Dedektif gibi olayı parlatmak için iz sürerek kaza anında sürücünün yolda aracıyla başka araçlarla yarış yaptığını emniyet kamerası görüntüleri ile kanıt ettiğini ancak bunun mahkemece kabul edilmediğini iddia eden baba Şanlı, davanın peşini bırakmayacağını, Tüzük Mahkemesi’ne bireysel başvuruda bulunduğunu, gerekirse Avrupa İnsan Hakları Mahkemesine dek gideceğini söyledi.

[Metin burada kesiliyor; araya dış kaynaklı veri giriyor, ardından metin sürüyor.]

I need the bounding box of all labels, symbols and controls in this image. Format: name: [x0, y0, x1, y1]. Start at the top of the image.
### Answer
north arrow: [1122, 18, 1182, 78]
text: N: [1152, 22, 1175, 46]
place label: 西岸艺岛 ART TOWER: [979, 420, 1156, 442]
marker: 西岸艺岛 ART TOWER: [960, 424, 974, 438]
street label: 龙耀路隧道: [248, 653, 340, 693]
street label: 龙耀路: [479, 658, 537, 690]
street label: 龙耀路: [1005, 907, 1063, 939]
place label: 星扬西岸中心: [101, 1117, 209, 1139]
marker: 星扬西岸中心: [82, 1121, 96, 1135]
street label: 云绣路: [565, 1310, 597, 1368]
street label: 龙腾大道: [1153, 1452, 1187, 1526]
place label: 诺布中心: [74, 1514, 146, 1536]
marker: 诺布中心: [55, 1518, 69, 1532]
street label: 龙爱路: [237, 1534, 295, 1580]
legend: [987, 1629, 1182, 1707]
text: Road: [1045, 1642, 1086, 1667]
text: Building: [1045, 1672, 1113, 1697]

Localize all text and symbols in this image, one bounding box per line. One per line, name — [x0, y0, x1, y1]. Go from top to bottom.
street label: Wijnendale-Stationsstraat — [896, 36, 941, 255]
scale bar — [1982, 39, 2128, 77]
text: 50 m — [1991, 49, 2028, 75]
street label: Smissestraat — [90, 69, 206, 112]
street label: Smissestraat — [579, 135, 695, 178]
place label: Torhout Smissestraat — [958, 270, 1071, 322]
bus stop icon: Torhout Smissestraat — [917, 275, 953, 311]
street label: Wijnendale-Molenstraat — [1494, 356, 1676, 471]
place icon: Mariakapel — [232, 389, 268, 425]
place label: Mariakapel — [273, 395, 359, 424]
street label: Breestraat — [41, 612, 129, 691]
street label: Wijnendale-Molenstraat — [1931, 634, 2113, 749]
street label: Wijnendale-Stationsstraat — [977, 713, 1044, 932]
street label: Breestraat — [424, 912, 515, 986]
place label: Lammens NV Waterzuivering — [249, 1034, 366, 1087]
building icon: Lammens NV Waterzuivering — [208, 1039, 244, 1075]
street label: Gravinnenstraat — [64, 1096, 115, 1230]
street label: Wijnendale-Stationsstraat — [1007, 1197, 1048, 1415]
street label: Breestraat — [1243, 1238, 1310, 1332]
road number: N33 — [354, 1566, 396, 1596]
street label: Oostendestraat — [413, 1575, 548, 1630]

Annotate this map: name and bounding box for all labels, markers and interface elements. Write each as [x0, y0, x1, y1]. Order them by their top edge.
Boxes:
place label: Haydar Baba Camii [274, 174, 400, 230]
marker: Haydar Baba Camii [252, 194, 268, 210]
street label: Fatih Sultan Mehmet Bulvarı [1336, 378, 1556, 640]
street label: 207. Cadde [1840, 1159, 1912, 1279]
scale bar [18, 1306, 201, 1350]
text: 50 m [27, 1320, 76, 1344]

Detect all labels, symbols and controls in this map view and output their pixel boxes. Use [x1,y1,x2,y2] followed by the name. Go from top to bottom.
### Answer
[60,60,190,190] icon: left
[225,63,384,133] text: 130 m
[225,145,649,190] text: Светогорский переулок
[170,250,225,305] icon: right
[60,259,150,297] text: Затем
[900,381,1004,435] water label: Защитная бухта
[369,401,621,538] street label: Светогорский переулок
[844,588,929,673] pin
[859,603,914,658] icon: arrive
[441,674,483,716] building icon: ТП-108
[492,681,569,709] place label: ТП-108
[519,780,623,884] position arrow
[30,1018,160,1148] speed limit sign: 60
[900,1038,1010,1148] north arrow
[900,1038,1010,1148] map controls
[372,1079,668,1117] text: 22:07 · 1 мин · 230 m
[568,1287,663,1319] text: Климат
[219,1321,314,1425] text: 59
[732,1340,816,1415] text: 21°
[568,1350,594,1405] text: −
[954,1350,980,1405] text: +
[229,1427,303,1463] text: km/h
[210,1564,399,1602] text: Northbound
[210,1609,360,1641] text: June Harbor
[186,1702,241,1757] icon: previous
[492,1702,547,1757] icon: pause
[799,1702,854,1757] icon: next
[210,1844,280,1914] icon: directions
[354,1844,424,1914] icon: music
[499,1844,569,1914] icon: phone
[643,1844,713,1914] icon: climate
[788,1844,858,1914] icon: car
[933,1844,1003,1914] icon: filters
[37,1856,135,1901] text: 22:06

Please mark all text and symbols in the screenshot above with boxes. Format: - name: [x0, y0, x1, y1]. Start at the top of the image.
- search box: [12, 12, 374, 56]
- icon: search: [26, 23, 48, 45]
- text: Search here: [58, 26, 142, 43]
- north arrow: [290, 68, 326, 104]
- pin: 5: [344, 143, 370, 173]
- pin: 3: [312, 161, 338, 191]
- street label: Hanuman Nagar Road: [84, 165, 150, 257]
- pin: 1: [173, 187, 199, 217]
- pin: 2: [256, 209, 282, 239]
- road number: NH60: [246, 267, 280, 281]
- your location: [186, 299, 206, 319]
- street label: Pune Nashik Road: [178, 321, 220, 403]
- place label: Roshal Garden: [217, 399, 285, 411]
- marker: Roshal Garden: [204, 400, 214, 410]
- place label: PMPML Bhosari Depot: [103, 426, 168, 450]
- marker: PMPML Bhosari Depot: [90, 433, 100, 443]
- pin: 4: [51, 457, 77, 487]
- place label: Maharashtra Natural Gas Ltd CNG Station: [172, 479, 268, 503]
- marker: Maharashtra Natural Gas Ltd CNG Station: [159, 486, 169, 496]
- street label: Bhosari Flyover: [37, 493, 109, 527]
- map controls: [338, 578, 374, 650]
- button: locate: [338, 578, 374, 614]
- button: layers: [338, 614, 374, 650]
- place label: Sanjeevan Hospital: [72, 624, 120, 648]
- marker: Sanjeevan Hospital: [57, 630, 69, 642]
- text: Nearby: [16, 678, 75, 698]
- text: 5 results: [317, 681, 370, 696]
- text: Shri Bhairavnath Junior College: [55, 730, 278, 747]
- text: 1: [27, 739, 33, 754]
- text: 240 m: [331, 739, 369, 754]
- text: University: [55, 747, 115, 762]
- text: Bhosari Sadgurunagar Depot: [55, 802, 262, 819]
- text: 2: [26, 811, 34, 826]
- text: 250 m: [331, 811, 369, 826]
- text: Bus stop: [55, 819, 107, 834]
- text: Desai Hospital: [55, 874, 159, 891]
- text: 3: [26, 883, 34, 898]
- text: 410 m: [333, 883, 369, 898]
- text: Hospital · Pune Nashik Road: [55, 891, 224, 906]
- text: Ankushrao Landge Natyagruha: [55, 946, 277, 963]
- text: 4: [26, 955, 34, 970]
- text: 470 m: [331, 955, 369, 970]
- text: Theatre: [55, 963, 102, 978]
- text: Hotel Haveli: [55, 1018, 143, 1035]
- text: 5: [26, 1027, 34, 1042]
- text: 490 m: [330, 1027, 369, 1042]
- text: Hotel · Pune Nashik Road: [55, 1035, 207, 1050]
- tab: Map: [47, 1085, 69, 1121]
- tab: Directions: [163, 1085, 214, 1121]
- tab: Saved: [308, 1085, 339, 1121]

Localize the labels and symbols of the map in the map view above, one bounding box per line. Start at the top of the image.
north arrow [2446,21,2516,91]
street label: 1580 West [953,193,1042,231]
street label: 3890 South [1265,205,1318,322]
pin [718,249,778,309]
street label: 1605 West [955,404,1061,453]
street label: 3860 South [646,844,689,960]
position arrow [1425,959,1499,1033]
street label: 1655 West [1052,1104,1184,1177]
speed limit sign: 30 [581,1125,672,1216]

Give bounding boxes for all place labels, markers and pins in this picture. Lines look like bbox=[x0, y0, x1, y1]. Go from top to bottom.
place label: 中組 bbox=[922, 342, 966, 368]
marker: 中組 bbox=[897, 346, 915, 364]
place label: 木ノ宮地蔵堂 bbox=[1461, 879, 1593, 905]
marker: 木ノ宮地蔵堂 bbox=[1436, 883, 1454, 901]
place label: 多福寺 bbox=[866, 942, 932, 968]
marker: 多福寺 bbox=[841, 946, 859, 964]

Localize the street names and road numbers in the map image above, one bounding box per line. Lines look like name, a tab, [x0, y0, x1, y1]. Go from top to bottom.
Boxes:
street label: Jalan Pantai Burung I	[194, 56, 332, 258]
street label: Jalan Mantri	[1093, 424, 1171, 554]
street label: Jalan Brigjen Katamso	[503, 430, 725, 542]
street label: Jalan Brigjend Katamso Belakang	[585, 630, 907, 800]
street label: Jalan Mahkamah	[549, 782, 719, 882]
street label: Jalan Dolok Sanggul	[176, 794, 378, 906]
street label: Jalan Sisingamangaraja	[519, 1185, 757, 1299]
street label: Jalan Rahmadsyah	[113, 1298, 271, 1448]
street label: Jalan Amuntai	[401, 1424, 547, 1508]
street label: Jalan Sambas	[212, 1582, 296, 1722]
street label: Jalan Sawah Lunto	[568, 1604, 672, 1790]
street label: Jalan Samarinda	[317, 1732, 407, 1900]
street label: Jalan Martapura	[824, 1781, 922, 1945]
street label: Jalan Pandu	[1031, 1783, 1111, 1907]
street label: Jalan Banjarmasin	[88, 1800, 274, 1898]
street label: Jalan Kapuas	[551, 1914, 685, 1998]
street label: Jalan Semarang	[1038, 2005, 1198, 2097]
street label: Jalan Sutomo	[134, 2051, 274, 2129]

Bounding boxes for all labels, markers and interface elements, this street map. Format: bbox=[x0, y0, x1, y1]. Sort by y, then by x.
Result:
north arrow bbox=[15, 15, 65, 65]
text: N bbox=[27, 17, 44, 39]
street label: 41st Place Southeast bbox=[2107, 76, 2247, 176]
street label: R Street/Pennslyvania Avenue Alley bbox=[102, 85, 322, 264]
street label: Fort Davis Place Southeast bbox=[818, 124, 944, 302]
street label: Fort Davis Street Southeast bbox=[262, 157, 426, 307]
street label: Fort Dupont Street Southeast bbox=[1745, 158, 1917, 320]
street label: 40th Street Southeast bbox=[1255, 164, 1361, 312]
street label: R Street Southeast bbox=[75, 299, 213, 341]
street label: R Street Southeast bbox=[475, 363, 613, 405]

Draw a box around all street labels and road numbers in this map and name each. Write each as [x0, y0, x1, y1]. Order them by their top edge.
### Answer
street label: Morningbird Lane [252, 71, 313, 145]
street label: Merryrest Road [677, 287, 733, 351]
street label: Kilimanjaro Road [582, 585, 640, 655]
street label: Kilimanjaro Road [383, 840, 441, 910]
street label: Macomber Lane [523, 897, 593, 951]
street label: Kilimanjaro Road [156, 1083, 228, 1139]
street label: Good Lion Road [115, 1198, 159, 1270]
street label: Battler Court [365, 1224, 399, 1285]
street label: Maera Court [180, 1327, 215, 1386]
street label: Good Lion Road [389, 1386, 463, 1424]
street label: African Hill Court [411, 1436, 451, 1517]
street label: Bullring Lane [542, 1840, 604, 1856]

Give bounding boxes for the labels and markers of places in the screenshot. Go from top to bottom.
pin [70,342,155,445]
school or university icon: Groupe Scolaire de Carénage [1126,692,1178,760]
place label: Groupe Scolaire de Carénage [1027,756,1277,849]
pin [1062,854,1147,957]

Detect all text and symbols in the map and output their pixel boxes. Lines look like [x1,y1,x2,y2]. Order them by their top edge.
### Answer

Trabzon’un Ortahisar ilçesindeki Yalıncak mahallesinde yaşamış Karadeniz Teknik Üniversitesi Rus Dili ve Edebiyatı Bölümü 2. sınıf öğrencisi Aleyna Şanlı (20) 2 Mart 2020 günü okula gitmek için evinden çıktı. Yoldan karşıya geçerek minibüse binmek isteyen üniversite öğrencisine Mehmet K. yönetimindeki araba çarptı. Çarpmanın etkisiyle genç kız durum uygun hayatını kaybederken, o anlar emniyet kameralarına saniye saniye yansıdı.
Kazada kızını kaybeden baba Itibar Şanlı, kızının ölümüne neden olan sürücünün Trabzon 2. Asliye Canice Mahkemesi’nde yargılanarak en daha alçak sınır olan 2 yıl 1 ay hapis cezasına çarptırıldığını kaydederek, mahkemeye taşıdıkları iddialarının hiç birinin dikkate alınmadığını söyledi.
ŞOFÖR İKİ ARAÇLA YARIŞ HALİNDEYDİ
Kazada kızına çarpan otomobilin iki araçla yarış halinde olduğunu iddia eden baba Şanlı, otomobillerden ikisinin emniyet kamerası ile kendi göre saptama edildiğini belirterek mahkemede iddialarının hiç birini dikkate alınmayarak adeta azarlama işittiğini belirtti.
Mahkemece Yargıtay yolunun Bahşedilen kararı Tüzük Mahkemesine taşıdığını oradan gelecek olan kararı beklediklerini ifade eden baba Şanlı, şunları söyledi:
– Trabzon 2. Asliye Cinayet Mahkemesi’nde ben yargılanmadım. Dava görmedim, azarlama duyduk. Suçlu ne dediyse kabul edildi. Bizim hiçbir iddiamız kabul edilmedi. Suçlu, 70’le gidiyordum o bana geldi çarptı, yarış yapmıyorduk dedi. Suçlunun anlattıkları neticesinde dava sonuçlandı. Bende bu davayı istinaf mahkemesine taşıdım. İstinaf mahkemesinden gelen karar; davayı bilinçli taksir yoluyla inceleyin şeklindeydi. Hesapta davayı incelediler, her yerde aynı 70 kilometre sürat, yarış görünmüyor şeklindeydi.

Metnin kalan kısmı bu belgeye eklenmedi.